Todos tenían un comentario crítico o burlesco sobre la desdichada Maltíscheva, y la conversación empezó a emitir alegres chisporroteos, como una llameante hoguera.

El marido de la princesa Betsy, un gordinflón bondadoso, apasionado coleccionista de grabados, enterado de que su esposa tenía invitados, pasó un momento al salón antes de dirigirse al casino. Avanzando sin hacer ruido por la blanda alfombra, se acercó a la princesa Miágkaia.
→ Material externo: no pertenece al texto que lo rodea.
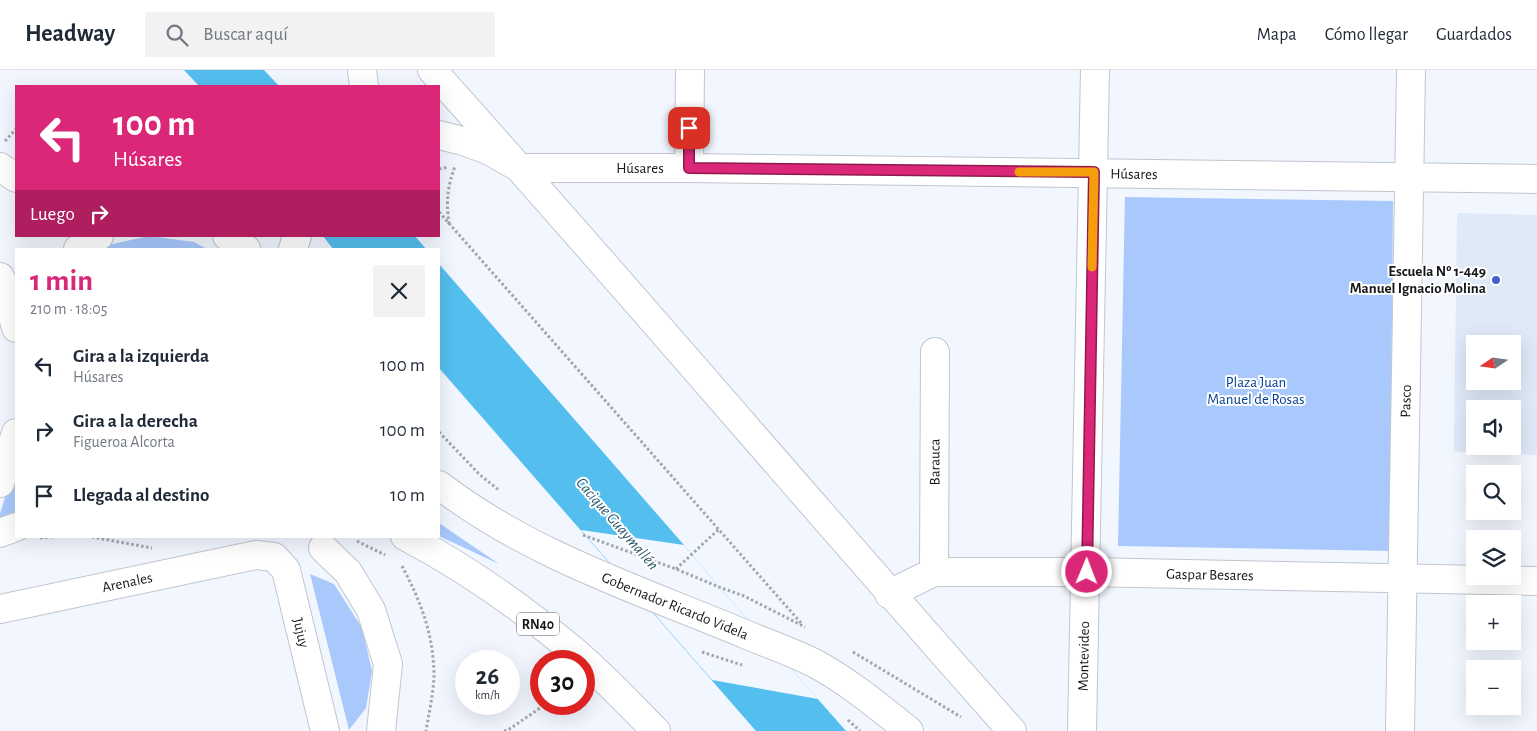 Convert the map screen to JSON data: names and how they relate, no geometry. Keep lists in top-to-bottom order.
{
  "streets": {
    "main road": [
      "Húsares",
      "Pasco",
      "Barauca",
      "Gaspar Besares",
      "Arenales",
      "Gobernador Ricardo Videla",
      "RN40",
      "Jujuy",
      "Montevideo"
    ]
  },
  "crossings": [
    ["Húsares", "Pasco"],
    ["Húsares", "Montevideo"],
    ["Pasco", "Gaspar Besares"],
    ["Barauca", "Gaspar Besares"],
    ["Gaspar Besares", "Montevideo"],
    ["Arenales", "Jujuy"]
  ],
  "water": ["Cacique Guaymallén"],
  "parks": ["Plaza Juan Manuel de Rosas"],
  "places": ["Escuela Nº 1-449 Manuel Ignacio Molina"],
  "north": "left",
  "page": {
    "header": "Headway",
    "search": "Buscar aquí",
    "nav": ["Mapa", "Cómo llegar", "Guardados"],
    "turn": ["100 m", "Húsares"],
    "then": "Luego",
    "heading": ["1 min", "210 m · 18:05"],
    "list": [
      {
        "name": "Gira a la izquierda",
        "note": "Húsares",
        "value": "100 m"
      },
      {
        "name": "Gira a la derecha",
        "note": "Figueroa Alcorta",
        "value": "100 m"
      },
      {
        "name": "Llegada al destino",
        "value": "10 m"
      }
    ],
    "map_buttons": ["+", "−"],
    "speed": "26 km/h",
    "limit": "30"
  }
}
—¿Qué le ha parecido la Nilsson, princesa? —preguntó.

—¡Ah, amigo mío, no puede usted acercarse así a la gente! Menudo susto me ha dado —respondió ésta—. Haga el favor de no hablarme de la ópera, no tiene usted ni idea de música. Será mejor que descienda yo a su nivel y le pregunte por sus grabados y sus mayólicas. A ver, ¿qué tesoros ha encontrado últimamente en el rastro?

—¿Quiere que se los enseñe? Pero usted no entiende de esas cosas.

—Enséñemelos de todas formas. He aprendido mucho en casa de esos… ¿cómo se llaman?… banqueros… Tienen unos grabados magníficos. Nos los enseñaron.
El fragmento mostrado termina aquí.